Güneşin ışıkları gözümün içine, içene girerken sanki "Uyan Asya uyan.. uyan..." diye beni dürtüyordu. Anneme kaç kez söyledim şu odaya kalın perdeler takalım diye, ama yok inadıma takmıyor. Neymiş efendim o zaman akşama kadar yataktan çıkmazmışım. Sanki çıksam çok bir işe yarıyorum. Okul bitti ama ben ne mesleğimle ilgili nede farklı bir iş bulamadım. Anneme göre zaten mesleğim diye bir şey yok. Okuduğum bölüm saçma bir bölümmüş, okumamı bile istemese de abimin sayesin de okumuştum. Arkeoloji ve sanat tarihi okudum. Ben severek okusam da annem sayesinde bazen pişman olmadım desem yalan olur. Tarihle ilgili, geçmişi araştırmak bence muhteşem ve heyecan verici bir şey. En büyük hayallerimden birisi Göbeklitepe gibi tarihi yerlerde araştırma yapabilmek. Staj için iki ay kalmıştık ve muhteşem bir duyguydu. Tabi sonrasında sadece üç kişiyi kabul etmişlerdi. Güler hocam üç kişiden birisinin benim olacağımdan o kadar emindi ki bana sürekli "Kendini hazırla bu çalışmalara ortak olup geçmişi aydınlatmaya ortak olacaksın" diye gaz verse de listeye bile giremedim. Okulu derece ile bitirmek işe yaramıyormuş, bir yerler de güçlü dayın olması gerekiyor. Malesef benim tek dayımda işsiz güçsüz birisi. Kendine hayrı yok ki bana hayrı olsun. En son yengem boşanma davası açmıştı, inşallah boşanır da kadın da bir rahat eder.

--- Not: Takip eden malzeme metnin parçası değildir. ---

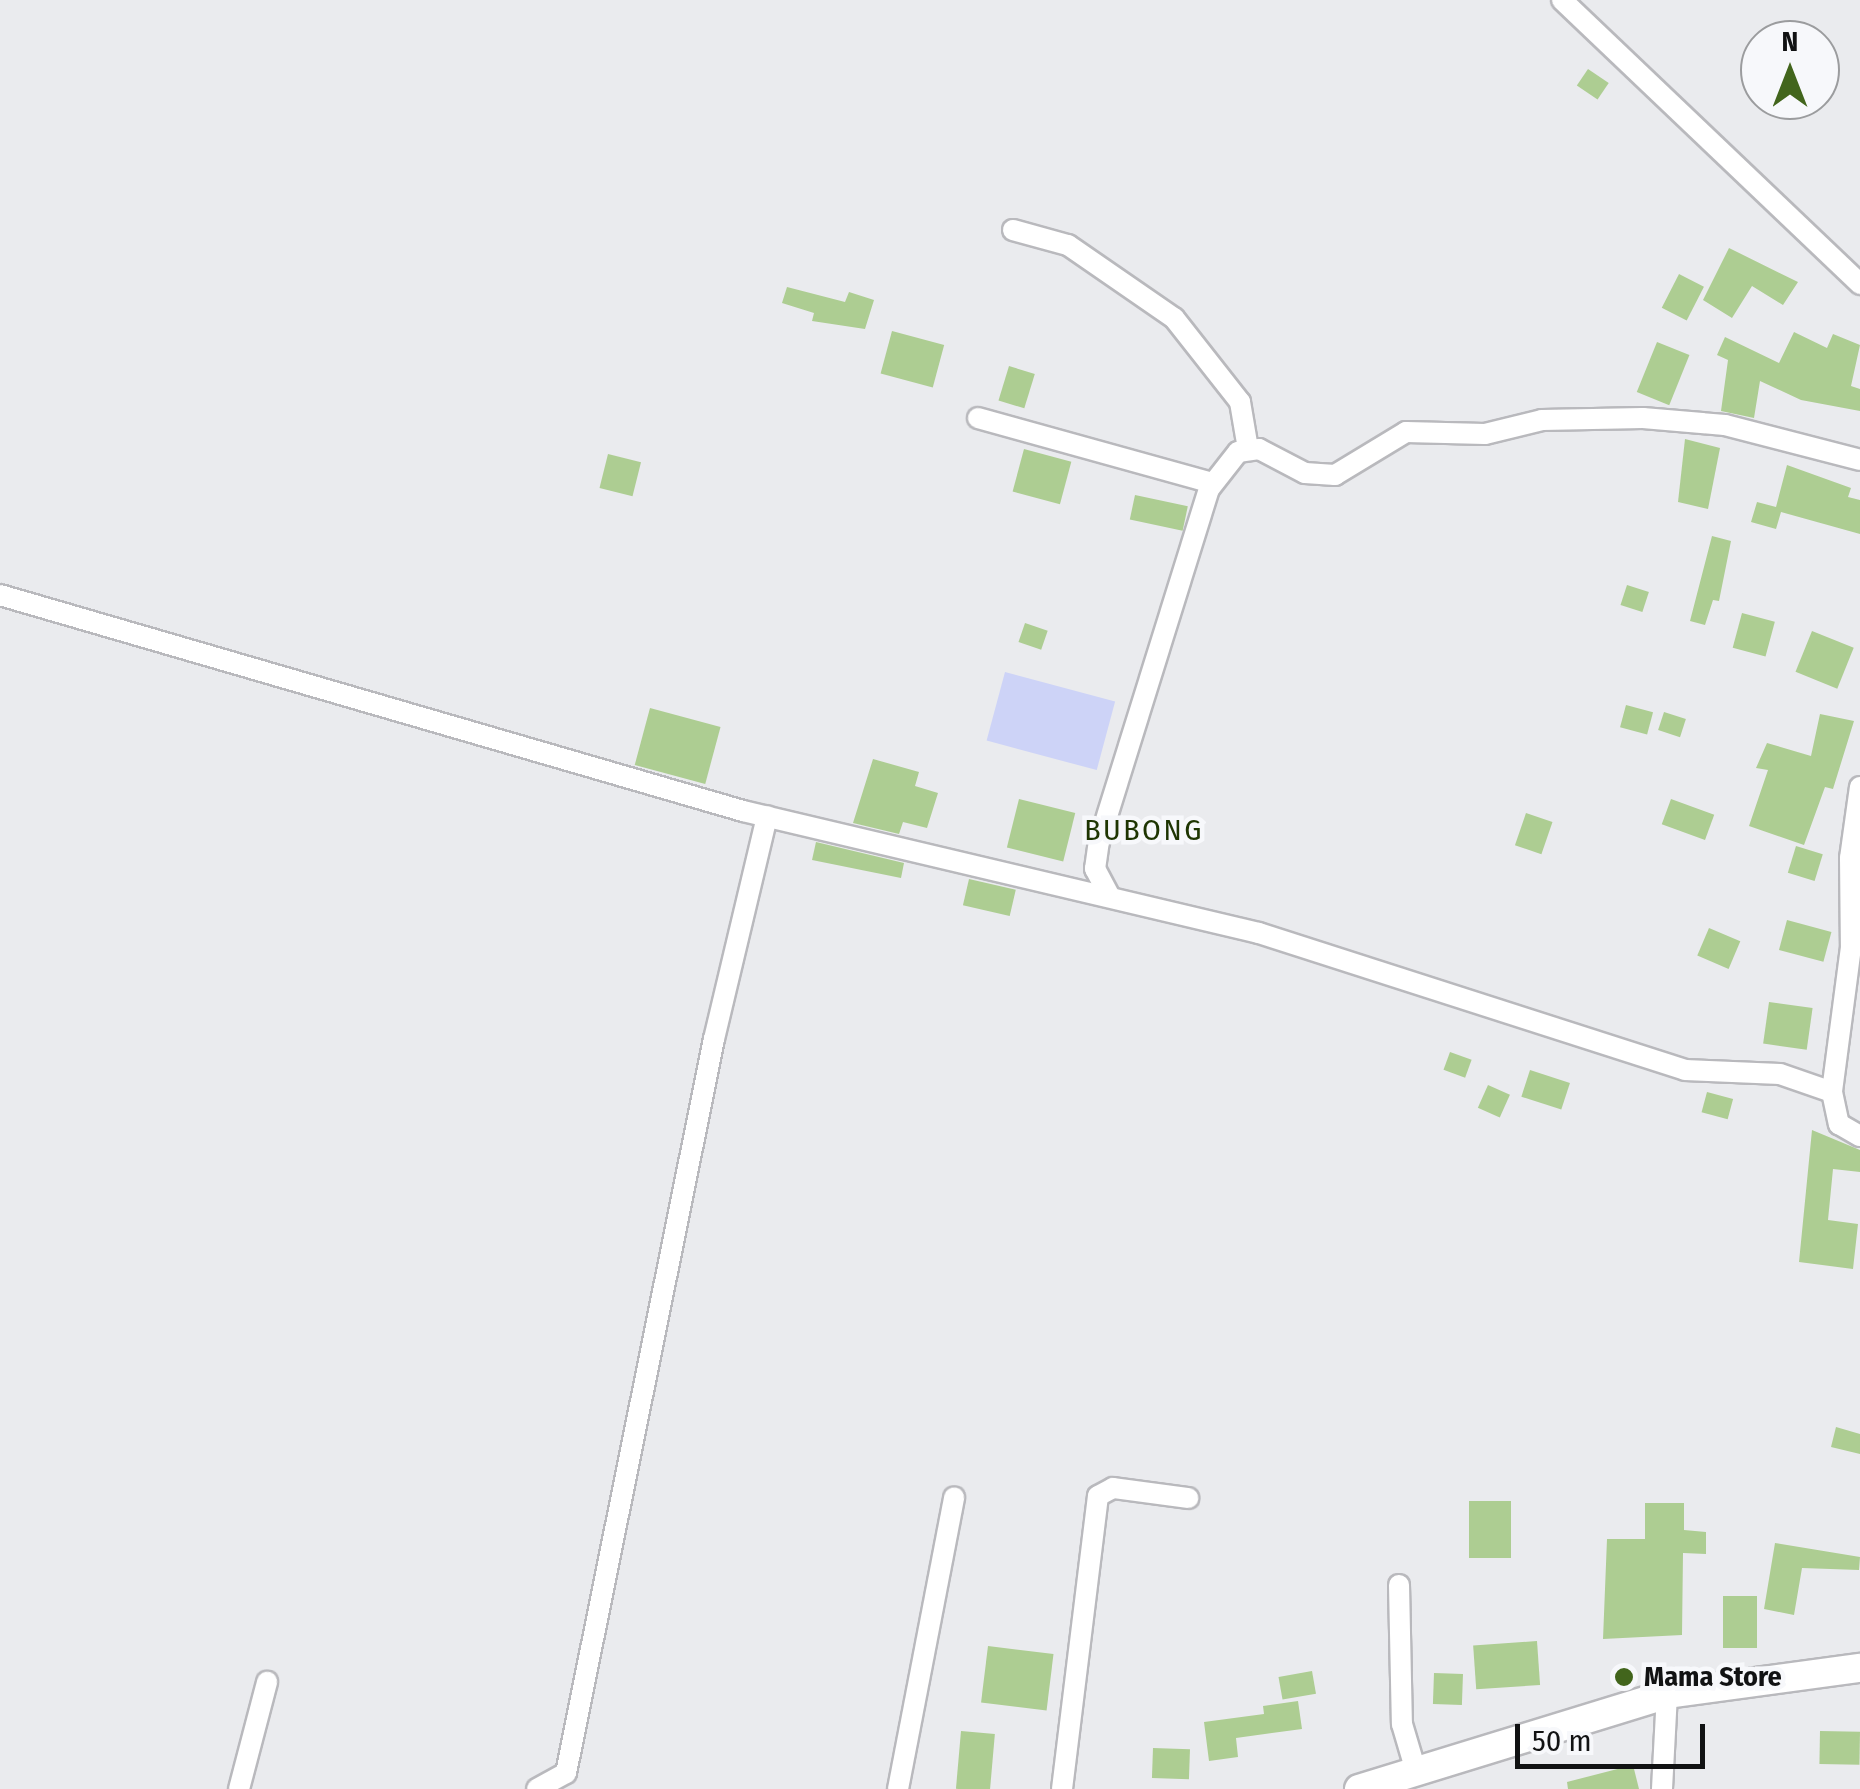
<!DOCTYPE html>
<style>
body{margin:0}
#map{position:relative;width:1860px;height:1789px;overflow:hidden;background:#eaebee;font-family:"Fira Sans Condensed",sans-serif}
div>[style]{position:absolute}
.green>*{inset:0;background:#cdd3f7;transform-origin:0 0}
.building>*{inset:0;background:#adcd92;transform-origin:0 0}
.roads{filter:drop-shadow(2px 0 #b9b9bd) drop-shadow(-2px 0 #b9b9bd) drop-shadow(0 2px #b9b9bd) drop-shadow(0 -2px #b9b9bd)}
.street>*{height:20px;margin:-10px;padding:0 10px;transform-origin:10px;border-radius:10px;background:#fff}
.secondary>*{height:28px;margin:-14px;padding:0 14px;transform-origin:14px;border-radius:14px;background:#fff}
.dots>*{width:28px;height:28px;translate:-50% -50%;box-sizing:border-box;border:5px solid #f7f8fb;border-radius:50%}
span{translate:-50% -50%;white-space:nowrap;text-align:center;line-height:1.15;-webkit-text-stroke:9px #f7f8fb;paint-order:stroke}
.poi-label{font-size:28px;color:#111213;font-weight:700}
.left{translate:0 -50%;text-align:left}
.neighbourhood-label{font-size:30px;color:#1e3502;letter-spacing:2.5px}
.north{position:absolute;left:1740px;top:20px;width:100px;height:100px;box-sizing:border-box;background:#f7f8fb;border:2px solid #9b9c9e;border-radius:50%;rotate:0deg;font-size:28px;font-weight:700;line-height:40px;text-align:center;color:#111213}
.north::after{content:'';display:block;margin:auto;width:35px;height:45px;background:#42651c;clip-path:polygon(50% 0,100% 100%,50% 72%,0 100%)}
.scale{position:absolute;left:1515px;top:1724px;width:190px;height:45px;box-sizing:border-box;border:5px solid #111213;border-top:0;padding-left:12px;font-size:30px;line-height:35px;white-space:nowrap;color:#111213;-webkit-text-stroke:8px #f7f8fb;paint-order:stroke}
</style>
<div id="map">
<div class="green">
<div style="left:1005px;top:672px;width:114px;height:71px;rotate:15deg"></div>
</div>
<div class="building">
<div style="left:1588px;top:69px;width:25px;height:20px;rotate:34deg"></div>
<div style="clip-path:polygon(1729px 248px,1798px 282px,1783px 305px,1752px 286px,1732px 318px,1703px 300px)"></div>
<div style="left:1679px;top:274px;width:28px;height:38px;rotate:27deg"></div>
<div style="clip-path:polygon(787px 287px,845px 302px,849px 292px,874px 300px,865px 329px,812px 321px,814px 313px,782px 303px)"></div>
<div style="left:892px;top:331px;width:54px;height:44px;rotate:15deg"></div>
<div style="clip-path:polygon(1794px 332px,1827px 348px,1833px 334px,1860px 345px,1851px 386px,1860px 389px,1860px 411px,1801px 400px,1760px 381px,1754px 418px,1721px 411px,1728px 360px,1717px 355px,1725px 337px,1779px 363px)"></div>
<div style="left:1657px;top:342px;width:35px;height:54px;rotate:22deg"></div>
<div style="left:1009px;top:366px;width:27px;height:36px;rotate:17deg"></div>
<div style="clip-path:polygon(1685px 439px,1720px 448px,1708px 509px,1678px 502px)"></div>
<div style="left:1024px;top:449px;width:49px;height:44px;rotate:15deg"></div>
<div style="left:608px;top:454px;width:34px;height:35px;rotate:14deg"></div>
<div style="clip-path:polygon(1787px 465px,1851px 488px,1848px 497px,1860px 500px,1860px 534px,1781px 512px,1776px 529px,1751px 522px,1757px 502px,1776px 507px)"></div>
<div style="left:1135px;top:495px;width:54px;height:25px;rotate:12deg"></div>
<div style="clip-path:polygon(1712px 536px,1731px 541px,1719px 601px,1713px 600px,1705px 625px,1690px 621px)"></div>
<div style="left:1627px;top:585px;width:23px;height:21px;rotate:18deg"></div>
<div style="left:1742px;top:613px;width:34px;height:36px;rotate:15deg"></div>
<div style="left:1025px;top:623px;width:24px;height:20px;rotate:19deg"></div>
<div style="left:1812px;top:631px;width:45px;height:44px;rotate:22deg"></div>
<div style="left:1626px;top:705px;width:28px;height:23px;rotate:15deg"></div>
<div style="left:650px;top:708px;width:73px;height:59px;rotate:15deg"></div>
<div style="left:1664px;top:712px;width:23px;height:19px;rotate:18deg"></div>
<div style="clip-path:polygon(1820px 714px,1854px 721px,1833px 789px,1825px 787px,1804px 845px,1749px 826px,1768px 770px,1756px 768px,1767px 743px,1811px 756px)"></div>
<div style="clip-path:polygon(873px 759px,919px 772px,915px 786px,938px 793px,927px 828px,903px 822px,899px 834px,853px 823px)"></div>
<div style="left:1019px;top:799px;width:58px;height:50px;rotate:14deg"></div>
<div style="left:1671px;top:799px;width:46px;height:27px;rotate:20deg"></div>
<div style="left:1526px;top:813px;width:28px;height:34px;rotate:19deg"></div>
<div style="clip-path:polygon(816px 842px,904px 863px,901px 878px,812px 860px)"></div>
<div style="left:1796px;top:846px;width:28px;height:28px;rotate:17deg"></div>
<div style="left:969px;top:879px;width:48px;height:27px;rotate:13deg"></div>
<div style="left:1787px;top:920px;width:46px;height:31px;rotate:15deg"></div>
<div style="left:1709px;top:928px;width:34px;height:30px;rotate:23deg"></div>
<div style="left:1769px;top:1002px;width:44px;height:42px;rotate:8deg"></div>
<div style="left:1450px;top:1052px;width:23px;height:19px;rotate:20deg"></div>
<div style="left:1530px;top:1070px;width:42px;height:28px;rotate:18deg"></div>
<div style="left:1488px;top:1085px;width:24px;height:25px;rotate:24deg"></div>
<div style="left:1707px;top:1092px;width:27px;height:21px;rotate:15deg"></div>
<div style="clip-path:polygon(1812px 1130px,1860px 1150px,1860px 1172px,1833px 1169px,1828px 1220px,1858px 1224px,1853px 1269px,1799px 1262px)"></div>
<div style="clip-path:polygon(1836px 1427px,1860px 1434px,1860px 1454px,1831px 1447px)"></div>
<div style="left:1469px;top:1501px;width:42px;height:57px"></div>
<div style="clip-path:polygon(1645px 1503px,1684px 1503px,1684px 1530px,1706px 1532px,1706px 1554px,1683px 1553px,1682px 1635px,1603px 1639px,1607px 1539px,1645px 1539px)"></div>
<div style="clip-path:polygon(1775px 1543px,1860px 1557px,1859px 1570px,1802px 1568px,1794px 1615px,1764px 1609px)"></div>
<div style="left:1723px;top:1596px;width:34px;height:52px"></div>
<div style="left:1537px;top:1641px;width:44px;height:64px;rotate:86deg"></div>
<div style="left:988px;top:1646px;width:66px;height:57px;rotate:7deg"></div>
<div style="left:1312px;top:1671px;width:23px;height:34px;rotate:80deg"></div>
<div style="left:1434px;top:1673px;width:29px;height:31px;rotate:2deg"></div>
<div style="clip-path:polygon(1298px 1701px,1302px 1729px,1236px 1738px,1238px 1757px,1209px 1761px,1204px 1722px,1264px 1714px,1263px 1706px)"></div>
<div style="left:961px;top:1731px;width:34px;height:58px;rotate:5deg"></div>
<div style="left:1820px;top:1731px;width:40px;height:33px;rotate:1deg"></div>
<div style="left:1153px;top:1748px;width:37px;height:30px;rotate:2deg"></div>
<div style="clip-path:polygon(1633px 1765px,1639px 1789px,1568px 1789px,1567px 1782px)"></div>
</div>
<div class="roads">
<div class="street">
<div style="left:1562px;top:0;width:412px;rotate:43.6deg"></div>
<div style="left:1013px;top:230px;width:57px;rotate:15.3deg"></div>
<div style="left:1068px;top:245px;width:129px;rotate:34.6deg"></div>
<div style="left:1174px;top:318px;width:107px;rotate:51.8deg"></div>
<div style="left:1240px;top:402px;width:48px;rotate:80.3deg"></div>
<div style="left:978px;top:418px;width:243px;rotate:15.5deg"></div>
<div style="left:0;top:595px;width:774px;rotate:16.21deg"></div>
<div style="left:743px;top:811px;width:530px;rotate:13.3deg"></div>
<div style="left:1259px;top:933px;width:447px;rotate:17.8deg"></div>
<div style="left:1685px;top:1070px;width:95px;rotate:2.4deg"></div>
<div style="left:1780px;top:1074px;width:55px;rotate:19.1deg"></div>
<div style="left:1860px;top:787px;width:72px;rotate:98deg"></div>
<div style="left:1850px;top:858px;width:89px;rotate:89.4deg"></div>
<div style="left:1851px;top:947px;width:146px;rotate:97.5deg"></div>
<div style="left:1832px;top:1092px;width:33px;rotate:78deg"></div>
<div style="left:1839px;top:1124px;width:24px;rotate:30deg"></div>
<div style="left:1109px;top:895px;width:30px;rotate:-118deg"></div>
<div style="left:1095px;top:869px;width:27px;rotate:-82deg"></div>
<div style="left:1099px;top:842px;width:370px;rotate:-72.7deg"></div>
<div style="left:1209px;top:489px;width:47px;rotate:-51.9deg"></div>
<div style="left:1238px;top:452px;width:21px;rotate:-8deg"></div>
<div style="left:1259px;top:449px;width:52px;rotate:27.6deg"></div>
<div style="left:1305px;top:473px;width:30px;rotate:4deg"></div>
<div style="left:1335px;top:475px;width:83px;rotate:-31.2deg"></div>
<div style="left:1406px;top:432px;width:79px;rotate:1.5deg"></div>
<div style="left:1485px;top:434px;width:59px;rotate:-13.8deg"></div>
<div style="left:1542px;top:420px;width:101px;rotate:-1.1deg"></div>
<div style="left:1643px;top:418px;width:82px;rotate:4.9deg"></div>
<div style="left:1725px;top:425px;width:139px;rotate:14.5deg"></div>
<div style="left:1399px;top:1585px;width:139px;rotate:88.8deg"></div>
<div style="left:1402px;top:1724px;width:46px;rotate:73.5deg"></div>
<div style="left:239px;top:1789px;width:111px;rotate:-75.3deg"></div>
<div style="left:537px;top:1789px;width:33px;rotate:-29deg"></div>
<div style="left:566px;top:1773px;width:749px;rotate:-78.6deg"></div>
<div style="left:714px;top:1039px;width:229px;rotate:-76.6deg"></div>
<div style="left:898px;top:1789px;width:297px;rotate:-79.1deg"></div>
<div style="left:1062px;top:1789px;width:295px;rotate:-83deg"></div>
<div style="left:1098px;top:1496px;width:17px;rotate:-28deg"></div>
<div style="left:1113px;top:1488px;width:76px;rotate:7.6deg"></div>
<div style="left:1662px;top:1789px;width:95px;rotate:-87deg"></div>
</div>
<div class="secondary">
<div style="left:1359px;top:1789px;width:322px;rotate:-17.1deg"></div>
<div style="left:1667px;top:1694px;width:195px;rotate:-7.7deg"></div>
</div>
</div>
<div class="dots">
<div style="left:1624px;top:1677px;background:#42651c"></div>
</div>
<div class="poi-label">
<span class="left" style="left:1644px;top:1677px">Mama Store</span>
</div>
<div class="neighbourhood-label">
<span style="left:1144px;top:830px">BUBONG</span>
</div>
<div class="north">N</div>
<div class="scale">50 m</div>
</div>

Milletin dayısı torpille yiğenlerini işe aldırırken bizim ki elinden gelse bizi para karşılığı satar valla. Annem bile 'Dayın ararsa telefonlarınızı açmayın' diyor. Kadında ki kardeş sevgisini bile öldürdü. Allahım lütfen biz abimle öyle olmayalım. Tamam bazen öldürmek istiyor olabilirim. Ama henüz hiç girişimde bulunmadım.
"Asya abin geliyormuş hadi sofrayı hazırla" diyen annemle benim akşam mesaisi başlamış bulunuyor.
Sofrayı mutfağa hazırladığım da abim eve gelmiş duşunu bile almıştı. Bak bu huyunu taktir ediyorum temiz, titiz çocuk. Ailecek akşam yemeğini yerken abim
"Anne dayım üst katı kiraya mı verdi? Yoksa kendisi mi taşınıyor? Birileri çıkıyordu, eşyalar falan vardı."
"İnşallah kiracıdır oğlum. Kendisi gelmesin Allahın belası bizden uzak dursun. Akşama kadar evdeyiz biz bir şey görmedik, sen hangi ara gördün?" dediğin de abim bildiği tüm bilgiyi anneme doğal olarak bize de aktardı. Tabi benim bu konudan tek anladığım senelerdir boş duran dayımın evine birileri taşınıyor.
"Allahım inşallah yakışıklı oğlu olan birileridir. Yada sadece yakışıklı biri de taşınabilir fark etmez" yani sonuç olarak yakışıklı ve bekar olması tercihim. Akşama kadar evde oturmak yerine üst komşu fantezisi yaşarım biraz.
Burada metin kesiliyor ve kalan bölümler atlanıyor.